We now move on from using Python to do basic tasks, to see how these tools can make running and analyzing computational chemistry calculations easier!

To do this we will be using pymatgen to read Gaussian Output files and setup new calculations!

In [None]:
from pymatgen.io.gaussian import GaussianInput, GaussianOutput
from pymatgen.core.structure import Molecule

import numpy as np
import matplotlib.pyplot as plt

To start our analysis let's turn to the dithiophene example from Section 2 where the initial relaxation led to a saddle point instead of a global minimum. And see what type of results we can get

In [None]:
dithiophne_ouput = GaussianOutput(f"dithiophene.log")

print("properly_terminated")
print(dithiophne_ouput.properly_terminated, "\n")

print("stationary_type")
print(dithiophne_ouput.stationary_type, "\n")

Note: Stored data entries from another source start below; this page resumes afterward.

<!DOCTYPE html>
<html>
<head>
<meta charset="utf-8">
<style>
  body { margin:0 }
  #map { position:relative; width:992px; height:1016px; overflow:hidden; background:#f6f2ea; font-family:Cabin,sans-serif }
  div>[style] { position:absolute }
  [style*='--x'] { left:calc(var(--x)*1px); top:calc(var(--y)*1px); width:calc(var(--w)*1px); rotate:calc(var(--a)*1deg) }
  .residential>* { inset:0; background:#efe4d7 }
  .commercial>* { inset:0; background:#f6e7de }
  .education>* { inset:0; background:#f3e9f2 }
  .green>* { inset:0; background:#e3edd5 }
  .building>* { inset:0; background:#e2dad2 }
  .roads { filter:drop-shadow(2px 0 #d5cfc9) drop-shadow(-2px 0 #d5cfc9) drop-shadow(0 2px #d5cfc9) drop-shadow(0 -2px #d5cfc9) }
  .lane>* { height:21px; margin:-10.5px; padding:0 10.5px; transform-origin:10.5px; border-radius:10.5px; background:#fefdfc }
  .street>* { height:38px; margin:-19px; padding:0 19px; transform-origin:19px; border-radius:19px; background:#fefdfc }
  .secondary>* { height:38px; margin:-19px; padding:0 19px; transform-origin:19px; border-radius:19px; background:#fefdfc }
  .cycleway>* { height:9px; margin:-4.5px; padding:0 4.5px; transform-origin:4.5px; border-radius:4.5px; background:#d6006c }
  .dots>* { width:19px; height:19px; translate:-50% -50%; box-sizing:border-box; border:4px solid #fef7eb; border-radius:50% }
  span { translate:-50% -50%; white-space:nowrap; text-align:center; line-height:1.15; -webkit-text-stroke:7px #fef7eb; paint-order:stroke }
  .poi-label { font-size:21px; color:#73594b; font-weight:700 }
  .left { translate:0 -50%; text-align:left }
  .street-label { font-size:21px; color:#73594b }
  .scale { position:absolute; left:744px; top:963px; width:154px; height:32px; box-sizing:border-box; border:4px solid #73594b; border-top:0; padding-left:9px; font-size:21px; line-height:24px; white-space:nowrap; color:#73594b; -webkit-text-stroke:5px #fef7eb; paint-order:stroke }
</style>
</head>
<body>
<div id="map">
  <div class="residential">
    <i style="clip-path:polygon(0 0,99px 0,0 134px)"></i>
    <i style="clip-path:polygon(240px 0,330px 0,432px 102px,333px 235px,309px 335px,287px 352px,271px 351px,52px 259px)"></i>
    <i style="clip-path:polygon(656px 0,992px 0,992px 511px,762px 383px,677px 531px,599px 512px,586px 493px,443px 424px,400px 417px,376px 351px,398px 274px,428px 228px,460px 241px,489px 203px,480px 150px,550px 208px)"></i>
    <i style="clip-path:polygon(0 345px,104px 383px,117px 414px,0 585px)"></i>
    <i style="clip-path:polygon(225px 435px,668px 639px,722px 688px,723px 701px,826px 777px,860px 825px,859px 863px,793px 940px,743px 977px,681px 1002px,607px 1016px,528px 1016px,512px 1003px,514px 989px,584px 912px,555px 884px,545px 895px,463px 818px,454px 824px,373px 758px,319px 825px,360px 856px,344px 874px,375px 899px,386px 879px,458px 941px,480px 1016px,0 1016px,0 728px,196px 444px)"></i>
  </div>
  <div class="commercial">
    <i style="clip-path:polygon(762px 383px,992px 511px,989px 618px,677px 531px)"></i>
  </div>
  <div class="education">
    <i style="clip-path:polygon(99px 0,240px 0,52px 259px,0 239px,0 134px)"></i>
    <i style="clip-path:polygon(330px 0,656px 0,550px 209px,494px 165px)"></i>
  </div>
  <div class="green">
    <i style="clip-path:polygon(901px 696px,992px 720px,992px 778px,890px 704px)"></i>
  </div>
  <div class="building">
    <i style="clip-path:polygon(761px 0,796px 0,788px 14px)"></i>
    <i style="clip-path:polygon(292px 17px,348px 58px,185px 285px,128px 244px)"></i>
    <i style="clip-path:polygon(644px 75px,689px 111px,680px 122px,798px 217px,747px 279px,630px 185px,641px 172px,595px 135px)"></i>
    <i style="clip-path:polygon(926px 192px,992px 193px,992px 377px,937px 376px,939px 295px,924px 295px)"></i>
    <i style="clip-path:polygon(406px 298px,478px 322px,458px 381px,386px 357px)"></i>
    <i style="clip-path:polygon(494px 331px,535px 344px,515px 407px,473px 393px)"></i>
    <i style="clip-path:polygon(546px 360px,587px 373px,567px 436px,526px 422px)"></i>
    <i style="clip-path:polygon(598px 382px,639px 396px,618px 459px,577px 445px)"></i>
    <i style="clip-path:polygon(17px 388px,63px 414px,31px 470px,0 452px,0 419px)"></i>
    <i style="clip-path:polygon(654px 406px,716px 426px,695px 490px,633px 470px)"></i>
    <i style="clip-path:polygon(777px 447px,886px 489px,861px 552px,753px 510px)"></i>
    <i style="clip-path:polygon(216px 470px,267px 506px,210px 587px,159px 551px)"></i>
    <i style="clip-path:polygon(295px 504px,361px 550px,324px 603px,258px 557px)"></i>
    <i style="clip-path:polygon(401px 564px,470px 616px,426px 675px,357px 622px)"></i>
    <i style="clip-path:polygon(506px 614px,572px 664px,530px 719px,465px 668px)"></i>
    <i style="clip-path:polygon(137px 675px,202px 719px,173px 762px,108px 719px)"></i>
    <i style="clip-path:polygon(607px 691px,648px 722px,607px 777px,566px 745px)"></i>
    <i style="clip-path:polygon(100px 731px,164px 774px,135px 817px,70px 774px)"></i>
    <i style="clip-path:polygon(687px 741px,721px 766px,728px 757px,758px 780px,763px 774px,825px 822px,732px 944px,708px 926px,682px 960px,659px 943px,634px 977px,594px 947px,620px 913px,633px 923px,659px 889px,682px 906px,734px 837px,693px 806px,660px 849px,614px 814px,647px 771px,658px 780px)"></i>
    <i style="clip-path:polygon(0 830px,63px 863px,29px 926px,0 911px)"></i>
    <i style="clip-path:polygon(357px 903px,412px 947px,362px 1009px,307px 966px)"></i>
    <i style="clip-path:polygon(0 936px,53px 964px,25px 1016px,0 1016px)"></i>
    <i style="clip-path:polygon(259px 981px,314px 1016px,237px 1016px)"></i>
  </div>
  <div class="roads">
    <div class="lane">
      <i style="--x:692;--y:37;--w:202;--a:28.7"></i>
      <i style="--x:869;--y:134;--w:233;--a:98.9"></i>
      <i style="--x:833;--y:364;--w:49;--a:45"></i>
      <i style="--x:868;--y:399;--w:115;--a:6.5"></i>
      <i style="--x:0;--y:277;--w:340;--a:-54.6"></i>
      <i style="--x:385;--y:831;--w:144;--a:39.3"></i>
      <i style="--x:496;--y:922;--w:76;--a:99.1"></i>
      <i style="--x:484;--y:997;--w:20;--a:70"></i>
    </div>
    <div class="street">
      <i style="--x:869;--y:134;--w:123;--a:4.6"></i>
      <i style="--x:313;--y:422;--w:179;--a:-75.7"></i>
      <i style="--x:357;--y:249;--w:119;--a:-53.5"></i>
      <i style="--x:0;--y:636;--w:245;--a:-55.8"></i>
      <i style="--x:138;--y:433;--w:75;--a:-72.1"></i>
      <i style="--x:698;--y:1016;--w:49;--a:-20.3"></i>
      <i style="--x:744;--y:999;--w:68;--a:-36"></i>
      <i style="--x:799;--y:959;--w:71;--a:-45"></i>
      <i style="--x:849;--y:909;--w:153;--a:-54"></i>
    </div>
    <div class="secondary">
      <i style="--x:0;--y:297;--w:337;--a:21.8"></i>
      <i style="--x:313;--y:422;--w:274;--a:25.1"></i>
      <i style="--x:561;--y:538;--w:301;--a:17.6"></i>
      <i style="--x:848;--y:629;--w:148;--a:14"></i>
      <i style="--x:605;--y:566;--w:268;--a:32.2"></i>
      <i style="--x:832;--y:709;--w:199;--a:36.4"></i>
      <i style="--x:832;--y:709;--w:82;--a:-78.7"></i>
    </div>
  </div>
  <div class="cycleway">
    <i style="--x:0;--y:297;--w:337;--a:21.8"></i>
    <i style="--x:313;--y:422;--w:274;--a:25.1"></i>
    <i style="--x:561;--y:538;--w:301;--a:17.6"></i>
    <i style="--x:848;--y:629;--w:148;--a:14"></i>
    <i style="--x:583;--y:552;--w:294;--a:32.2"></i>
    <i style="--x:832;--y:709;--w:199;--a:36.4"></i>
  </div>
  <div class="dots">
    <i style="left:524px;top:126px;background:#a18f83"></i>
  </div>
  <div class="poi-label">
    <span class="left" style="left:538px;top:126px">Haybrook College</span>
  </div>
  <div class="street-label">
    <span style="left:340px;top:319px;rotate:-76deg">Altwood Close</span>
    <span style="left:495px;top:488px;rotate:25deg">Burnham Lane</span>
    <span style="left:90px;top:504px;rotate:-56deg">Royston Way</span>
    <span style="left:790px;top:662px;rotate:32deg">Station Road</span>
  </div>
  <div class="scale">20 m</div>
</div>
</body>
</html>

print("1st vibrational frequency")
print(dithiophne_ouput.frequencies[0][0], "\n")

print("energies")
print(dithiophne_ouput.energies, "\n")

print("eigenvalues")
print(dithiophne_ouput.eigenvalues, "\n")

print("Mulliken_charges")
print(dithiophne_ouput.Mulliken_charges, "\n")

While this is a subset of different infromation we can get out the output files, the thing that stands out right away is that we can immediately see that the calculation did not reach a global minimum, but a saddle point. 

To see all possible outputs accessible with Outputs object refer the API: https://pymatgen.org/pymatgen.io.html#pymatgen.io.gaussian.GaussianOutput

Looking at this first vibrational mode we see a new data type for python indicated by {}. This is  a dictionary in python and it allows us to map one object to another in a  {key: value} manner, where value can be anything and the key is normally a string or numeric value. As an example lets make a new dictionary dct.

In [None]:
dct = {1: "hi", "a": True, "c": np.arange(10)}
print(dct[1])
print(dct["a"])
print(dct["c"])


We can now use this vibrational mode information to distort the structure like we did in Gaussian, but through the python interface with less time.

In [None]:
# Get the final structure
dithiophene = dithiophne_ouput.final_structure

# Get the normal mode of interest (first vibrational mode) and make it a [N x 3] matrix instead of a [N * 3] list
mode = np.array(dithiophne_ouput.frequencies[0][0]["mode"]).reshape((-1, 3))

# Get the displaced Coordinates
coords = dithiophene.cart_coords
coords += mode

# Create a new Molecuel with the updated coordinates
displaced_dithiophene = Molecule(
    species=dithiophene.species,
    coords=coords,
    charge=dithiophene.charge,
    spin_multiplicity=dithiophene.spin_multiplicity,
)

# Create the updated relaxation input file
file_prefix = "dithiophene_disp"
inputs = GaussianInput(
    displaced_dithiophene,
    title=file_prefix,
    functional=dithiophne_ouput.functional,
    basis_set=dithiophne_ouput.basis_set,
    dieze_tag = "#",
    route_parameters = {"opt": None, "freq": None},
    link0_parameters = dithiophne_ouput.link0,
)

# Write the input file
inputs.write_file(f"{file_prefix}.gjf")

We see that the initial input line is split up into 4 parts: basis_set, functional, dieze_tag, and route_parameters, with all preamble portions set in link0_parameters (see below). The `dieze_tag` is used to set the output level for (#P: verbose, #N: Normal, #T: Terse) and must be one of these or just "#" For normal. `basis_set` and `functional` are converted into the "{basis_set}/{functional}" framework of Gaussian, and `route_parameters` is all other keywords specified as a dictionary. When we just need a keyword flag like `opt` and `freq` the value for the dict should be `None`. In python `None` is an object that encapsulates the concept of nothing.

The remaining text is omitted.